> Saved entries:
※

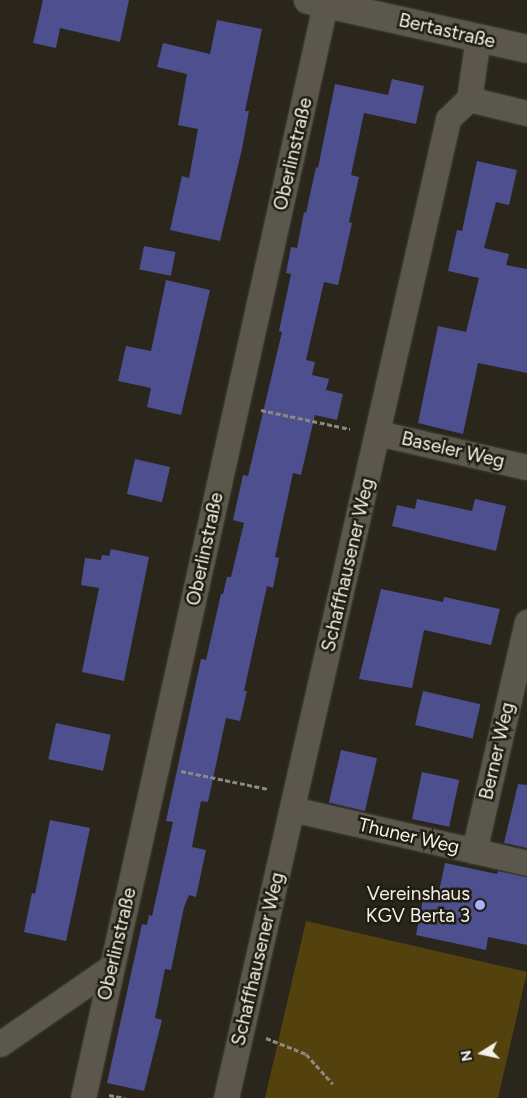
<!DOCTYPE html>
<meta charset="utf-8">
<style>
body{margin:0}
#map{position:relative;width:527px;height:1098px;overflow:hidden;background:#2a261c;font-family:Figtree,sans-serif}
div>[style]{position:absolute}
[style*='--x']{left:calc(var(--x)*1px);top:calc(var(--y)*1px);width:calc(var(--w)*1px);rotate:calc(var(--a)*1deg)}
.green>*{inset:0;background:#53420e}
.building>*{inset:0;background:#4d4f8e;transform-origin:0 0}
.path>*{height:3px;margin-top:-1.5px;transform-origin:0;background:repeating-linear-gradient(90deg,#8c8981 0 5px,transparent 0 7.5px)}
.roads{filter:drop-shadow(0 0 1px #444138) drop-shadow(0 0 1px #444138)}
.street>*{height:25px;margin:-12.5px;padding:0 12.5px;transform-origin:12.5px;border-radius:12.5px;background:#5b574c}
.secondary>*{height:28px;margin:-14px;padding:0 14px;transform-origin:14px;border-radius:14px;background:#5b574c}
.dots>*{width:14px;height:14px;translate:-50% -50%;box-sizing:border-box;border:2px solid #201d13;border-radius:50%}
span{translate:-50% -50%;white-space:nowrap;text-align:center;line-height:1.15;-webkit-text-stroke:5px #201d13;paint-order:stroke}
.street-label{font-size:19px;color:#f3f1ea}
.poi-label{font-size:19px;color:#f3f1ea}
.right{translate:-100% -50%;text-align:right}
.north{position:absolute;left:457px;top:1028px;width:50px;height:50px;-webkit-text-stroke:4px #201d13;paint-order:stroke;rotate:260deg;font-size:14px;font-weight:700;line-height:20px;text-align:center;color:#f3f1ea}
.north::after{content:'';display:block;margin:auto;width:18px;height:22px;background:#f3f1ea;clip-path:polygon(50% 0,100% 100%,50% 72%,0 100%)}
</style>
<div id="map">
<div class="green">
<i style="clip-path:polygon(306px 921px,527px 972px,498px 1098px,265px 1098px)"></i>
</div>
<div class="building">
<i style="clip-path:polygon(43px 0,129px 0,120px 42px,60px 28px,56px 48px,33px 43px)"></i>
<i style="clip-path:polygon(217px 20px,262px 29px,245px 111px,249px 111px,242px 149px,220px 241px,170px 230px,182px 176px,189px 178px,198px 129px,178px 125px,187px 74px,157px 67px,163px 43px,210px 54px)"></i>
<i style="clip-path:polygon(392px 79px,424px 86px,416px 124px,364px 113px,351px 175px,359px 177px,349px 222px,352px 223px,338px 285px,324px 282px,306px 360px,315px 362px,312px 375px,329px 379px,326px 390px,343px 394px,337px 420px,315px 415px,301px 475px,293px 473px,275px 557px,279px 558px,273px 588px,267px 586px,244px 691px,247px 691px,240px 721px,226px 718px,208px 802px,201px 801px,192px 847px,206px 850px,196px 897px,189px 895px,184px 907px,171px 970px,165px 969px,155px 1018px,162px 1020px,144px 1091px,107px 1083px,142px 924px,147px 925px,149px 915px,152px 916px,173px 822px,166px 821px,201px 659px,206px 660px,221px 594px,223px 594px,227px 577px,231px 577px,244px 523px,233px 520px,243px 475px,248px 476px,282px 332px,279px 331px,291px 274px,286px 273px,291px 247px,297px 248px,304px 212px,306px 213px,316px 167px,318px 168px,335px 84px,388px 95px)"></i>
<i style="clip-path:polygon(477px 161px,517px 170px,509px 205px,496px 202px,484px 248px,509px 254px,506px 265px,527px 269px,527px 373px,478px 363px,463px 434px,418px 423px,438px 326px,466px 332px,479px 278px,448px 271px,457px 230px,462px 231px)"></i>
<i style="left:144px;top:246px;width:32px;height:24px;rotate:11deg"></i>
<i style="clip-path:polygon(166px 280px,210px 290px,181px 415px,147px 407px,151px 388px,118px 381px,126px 346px,151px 351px)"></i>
<i style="left:135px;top:459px;width:36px;height:36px;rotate:13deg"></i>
<i style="clip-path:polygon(417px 499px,472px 511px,475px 499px,506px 506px,496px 551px,392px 526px,397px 505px,415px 509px)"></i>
<i style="clip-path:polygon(111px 549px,149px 557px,124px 681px,82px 672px,99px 588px,81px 585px,85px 558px,101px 560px,102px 555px,109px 556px)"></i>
<i style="clip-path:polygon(381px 589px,443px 602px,444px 597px,500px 609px,491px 645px,424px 630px,412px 688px,359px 679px)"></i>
<i style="left:423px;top:691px;width:59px;height:35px;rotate:13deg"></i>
<i style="left:56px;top:723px;width:56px;height:37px;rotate:12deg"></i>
<i style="left:341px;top:750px;width:37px;height:54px;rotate:13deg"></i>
<i style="left:422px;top:772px;width:38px;height:48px;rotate:12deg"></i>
<i style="clip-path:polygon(518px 784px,527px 785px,527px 848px,504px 843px)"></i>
<i style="clip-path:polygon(50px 820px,90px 828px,66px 941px,24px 932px,32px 893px,35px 894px)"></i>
<i style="clip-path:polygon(445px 863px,497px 874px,498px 871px,527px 877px,527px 945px,488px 937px,486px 950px,416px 935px,423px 899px,437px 901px)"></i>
</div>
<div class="path">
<i style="--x:261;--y:410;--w:91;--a:12.1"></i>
<i style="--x:181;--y:771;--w:89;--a:11.7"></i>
<i style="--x:266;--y:1038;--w:43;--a:21.8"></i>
<i style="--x:306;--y:1054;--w:40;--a:48"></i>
<i style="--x:109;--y:1095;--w:16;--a:11"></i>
</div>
<div class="roads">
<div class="street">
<i style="--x:469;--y:99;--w:60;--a:13.6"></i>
<i style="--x:378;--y:433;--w:153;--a:12.9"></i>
<i style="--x:292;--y:809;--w:241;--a:12.9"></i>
<i style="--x:474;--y:851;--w:235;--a:-77"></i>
<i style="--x:0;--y:1044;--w:135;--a:-34.7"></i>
<i style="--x:83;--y:1098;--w:1125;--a:-77.52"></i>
<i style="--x:226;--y:1098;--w:1004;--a:-77.22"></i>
<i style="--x:448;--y:119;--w:29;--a:-44"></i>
<i style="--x:469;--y:99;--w:62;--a:-81.6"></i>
</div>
<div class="secondary">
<i style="--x:308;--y:0;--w:224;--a:12.6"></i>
</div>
</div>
<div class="dots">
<i style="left:480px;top:905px;background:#a9b0fc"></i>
</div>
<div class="street-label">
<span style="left:447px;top:31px;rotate:13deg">Bertastraße</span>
<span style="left:293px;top:154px;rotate:-77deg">Oberlinstraße</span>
<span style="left:453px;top:450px;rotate:13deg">Baseler Weg</span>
<span style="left:205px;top:549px;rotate:-78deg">Oberlinstraße</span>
<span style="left:348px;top:565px;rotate:-77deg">Schaffhausener Weg</span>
<span style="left:497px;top:751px;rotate:-77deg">Berner Weg</span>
<span style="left:409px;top:836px;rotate:13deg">Thuner Weg</span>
<span style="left:117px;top:944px;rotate:-77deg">Oberlinstraße</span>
<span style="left:258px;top:959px;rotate:-77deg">Schaffhausener Weg</span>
</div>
<div class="poi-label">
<span class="right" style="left:470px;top:905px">Vereinshaus<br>KGV Berta 3</span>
</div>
<div class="north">N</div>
</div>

※

> Problem:
All lines from the start of the entries above through the line containing "1px #444138) drop-shadow(0" are to be given again exactly; the pictures are not.

> Completed task:
<!DOCTYPE html>
<meta charset="utf-8">
<style>
body{margin:0}
#map{position:relative;width:527px;height:1098px;overflow:hidden;background:#2a261c;font-family:Figtree,sans-serif}
div>[style]{position:absolute}
[style*='--x']{left:calc(var(--x)*1px);top:calc(var(--y)*1px);width:calc(var(--w)*1px);rotate:calc(var(--a)*1deg)}
.green>*{inset:0;background:#53420e}
.building>*{inset:0;background:#4d4f8e;transform-origin:0 0}
.path>*{height:3px;margin-top:-1.5px;transform-origin:0;background:repeating-linear-gradient(90deg,#8c8981 0 5px,transparent 0 7.5px)}
.roads{filter:drop-shadow(0 0 1px #444138) drop-shadow(0 0 1px #444138)}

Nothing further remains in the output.